**Directions:**
Type out the full set of entries again, unchanged.

**Extracted data:**
■ ■ ■

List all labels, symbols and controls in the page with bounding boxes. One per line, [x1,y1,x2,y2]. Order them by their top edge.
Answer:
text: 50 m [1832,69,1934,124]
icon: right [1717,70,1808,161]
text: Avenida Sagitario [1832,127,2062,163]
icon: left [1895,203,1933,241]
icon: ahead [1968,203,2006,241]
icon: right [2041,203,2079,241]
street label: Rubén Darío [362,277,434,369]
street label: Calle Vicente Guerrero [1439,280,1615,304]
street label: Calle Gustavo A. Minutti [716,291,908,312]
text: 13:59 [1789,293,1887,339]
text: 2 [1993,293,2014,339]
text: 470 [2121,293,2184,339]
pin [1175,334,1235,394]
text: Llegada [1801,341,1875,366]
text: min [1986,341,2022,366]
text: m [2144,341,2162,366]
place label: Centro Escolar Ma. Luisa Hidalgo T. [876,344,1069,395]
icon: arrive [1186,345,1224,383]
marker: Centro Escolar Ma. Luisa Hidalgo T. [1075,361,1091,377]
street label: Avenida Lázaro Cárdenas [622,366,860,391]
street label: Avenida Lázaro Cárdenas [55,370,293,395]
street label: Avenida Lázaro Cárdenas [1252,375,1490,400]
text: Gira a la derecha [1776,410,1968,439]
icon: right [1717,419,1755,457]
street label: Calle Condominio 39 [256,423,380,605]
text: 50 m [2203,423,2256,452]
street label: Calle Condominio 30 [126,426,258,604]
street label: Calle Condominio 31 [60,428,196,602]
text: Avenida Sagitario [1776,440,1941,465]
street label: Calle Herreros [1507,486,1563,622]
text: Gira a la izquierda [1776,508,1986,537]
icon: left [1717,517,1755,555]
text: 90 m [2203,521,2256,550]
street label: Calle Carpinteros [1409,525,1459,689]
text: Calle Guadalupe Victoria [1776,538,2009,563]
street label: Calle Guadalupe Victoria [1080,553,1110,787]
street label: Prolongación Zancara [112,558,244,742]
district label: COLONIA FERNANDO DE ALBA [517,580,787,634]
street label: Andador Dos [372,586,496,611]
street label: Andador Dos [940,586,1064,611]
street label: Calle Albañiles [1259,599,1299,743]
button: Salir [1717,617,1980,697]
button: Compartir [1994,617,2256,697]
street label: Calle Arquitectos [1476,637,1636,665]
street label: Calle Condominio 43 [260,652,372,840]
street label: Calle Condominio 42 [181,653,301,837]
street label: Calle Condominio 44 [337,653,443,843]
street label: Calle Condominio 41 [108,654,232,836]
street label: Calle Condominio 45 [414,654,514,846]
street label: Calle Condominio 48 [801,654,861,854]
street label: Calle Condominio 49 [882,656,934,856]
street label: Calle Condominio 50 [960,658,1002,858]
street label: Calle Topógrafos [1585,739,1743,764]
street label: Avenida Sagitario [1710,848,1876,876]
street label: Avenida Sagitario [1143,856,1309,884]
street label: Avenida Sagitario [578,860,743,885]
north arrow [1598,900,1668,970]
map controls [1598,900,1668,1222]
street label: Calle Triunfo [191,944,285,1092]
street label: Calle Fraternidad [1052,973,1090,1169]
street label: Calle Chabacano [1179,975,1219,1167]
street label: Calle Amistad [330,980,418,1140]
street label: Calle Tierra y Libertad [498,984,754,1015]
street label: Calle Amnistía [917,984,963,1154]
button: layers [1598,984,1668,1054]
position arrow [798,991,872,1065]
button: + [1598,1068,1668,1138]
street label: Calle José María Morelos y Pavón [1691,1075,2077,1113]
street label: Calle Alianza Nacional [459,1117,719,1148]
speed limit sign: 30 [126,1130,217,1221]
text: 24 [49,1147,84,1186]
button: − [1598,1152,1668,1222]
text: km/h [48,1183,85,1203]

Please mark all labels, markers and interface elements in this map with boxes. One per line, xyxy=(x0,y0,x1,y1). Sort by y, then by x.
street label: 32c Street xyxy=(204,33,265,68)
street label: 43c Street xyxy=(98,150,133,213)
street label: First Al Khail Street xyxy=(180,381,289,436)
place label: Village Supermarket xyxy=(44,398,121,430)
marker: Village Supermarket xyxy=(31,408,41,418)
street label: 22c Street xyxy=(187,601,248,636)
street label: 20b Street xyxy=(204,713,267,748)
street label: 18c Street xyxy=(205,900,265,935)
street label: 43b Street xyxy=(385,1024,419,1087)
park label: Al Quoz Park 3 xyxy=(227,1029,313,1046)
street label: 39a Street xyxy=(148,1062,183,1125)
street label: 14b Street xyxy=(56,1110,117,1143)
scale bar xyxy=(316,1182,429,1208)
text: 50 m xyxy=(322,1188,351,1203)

■ ■ ■

**Exercise output:**
List all labels, symbols and controls in the page with bounding boxes. One per line, [x1,y1,x2,y2]. Order them by their top edge.
Answer:
text: 50 m [1832,69,1934,124]
icon: right [1717,70,1808,161]
text: Avenida Sagitario [1832,127,2062,163]
icon: left [1895,203,1933,241]
icon: ahead [1968,203,2006,241]
icon: right [2041,203,2079,241]
street label: Rubén Darío [362,277,434,369]
street label: Calle Vicente Guerrero [1439,280,1615,304]
street label: Calle Gustavo A. Minutti [716,291,908,312]
text: 13:59 [1789,293,1887,339]
text: 2 [1993,293,2014,339]
text: 470 [2121,293,2184,339]
pin [1175,334,1235,394]
text: Llegada [1801,341,1875,366]
text: min [1986,341,2022,366]
text: m [2144,341,2162,366]
place label: Centro Escolar Ma. Luisa Hidalgo T. [876,344,1069,395]
icon: arrive [1186,345,1224,383]
marker: Centro Escolar Ma. Luisa Hidalgo T. [1075,361,1091,377]
street label: Avenida Lázaro Cárdenas [622,366,860,391]
street label: Avenida Lázaro Cárdenas [55,370,293,395]
street label: Avenida Lázaro Cárdenas [1252,375,1490,400]
text: Gira a la derecha [1776,410,1968,439]
icon: right [1717,419,1755,457]
street label: Calle Condominio 39 [256,423,380,605]
text: 50 m [2203,423,2256,452]
street label: Calle Condominio 30 [126,426,258,604]
street label: Calle Condominio 31 [60,428,196,602]
text: Avenida Sagitario [1776,440,1941,465]
street label: Calle Herreros [1507,486,1563,622]
text: Gira a la izquierda [1776,508,1986,537]
icon: left [1717,517,1755,555]
text: 90 m [2203,521,2256,550]
street label: Calle Carpinteros [1409,525,1459,689]
text: Calle Guadalupe Victoria [1776,538,2009,563]
street label: Calle Guadalupe Victoria [1080,553,1110,787]
street label: Prolongación Zancara [112,558,244,742]
district label: COLONIA FERNANDO DE ALBA [517,580,787,634]
street label: Andador Dos [372,586,496,611]
street label: Andador Dos [940,586,1064,611]
street label: Calle Albañiles [1259,599,1299,743]
button: Salir [1717,617,1980,697]
button: Compartir [1994,617,2256,697]
street label: Calle Arquitectos [1476,637,1636,665]
street label: Calle Condominio 43 [260,652,372,840]
street label: Calle Condominio 42 [181,653,301,837]
street label: Calle Condominio 44 [337,653,443,843]
street label: Calle Condominio 41 [108,654,232,836]
street label: Calle Condominio 45 [414,654,514,846]
street label: Calle Condominio 48 [801,654,861,854]
street label: Calle Condominio 49 [882,656,934,856]
street label: Calle Condominio 50 [960,658,1002,858]
street label: Calle Topógrafos [1585,739,1743,764]
street label: Avenida Sagitario [1710,848,1876,876]
street label: Avenida Sagitario [1143,856,1309,884]
street label: Avenida Sagitario [578,860,743,885]
north arrow [1598,900,1668,970]
map controls [1598,900,1668,1222]
street label: Calle Triunfo [191,944,285,1092]
street label: Calle Fraternidad [1052,973,1090,1169]
street label: Calle Chabacano [1179,975,1219,1167]
street label: Calle Amistad [330,980,418,1140]
street label: Calle Tierra y Libertad [498,984,754,1015]
street label: Calle Amnistía [917,984,963,1154]
button: layers [1598,984,1668,1054]
position arrow [798,991,872,1065]
button: + [1598,1068,1668,1138]
street label: Calle José María Morelos y Pavón [1691,1075,2077,1113]
street label: Calle Alianza Nacional [459,1117,719,1148]
speed limit sign: 30 [126,1130,217,1221]
text: 24 [49,1147,84,1186]
button: − [1598,1152,1668,1222]
text: km/h [48,1183,85,1203]

Please mark all labels, markers and interface elements in this map with boxes. One per line, xyxy=(x0,y0,x1,y1). Sort by y, then by x.
street label: 32c Street xyxy=(204,33,265,68)
street label: 43c Street xyxy=(98,150,133,213)
street label: First Al Khail Street xyxy=(180,381,289,436)
place label: Village Supermarket xyxy=(44,398,121,430)
marker: Village Supermarket xyxy=(31,408,41,418)
street label: 22c Street xyxy=(187,601,248,636)
street label: 20b Street xyxy=(204,713,267,748)
street label: 18c Street xyxy=(205,900,265,935)
street label: 43b Street xyxy=(385,1024,419,1087)
park label: Al Quoz Park 3 xyxy=(227,1029,313,1046)
street label: 39a Street xyxy=(148,1062,183,1125)
street label: 14b Street xyxy=(56,1110,117,1143)
scale bar xyxy=(316,1182,429,1208)
text: 50 m xyxy=(322,1188,351,1203)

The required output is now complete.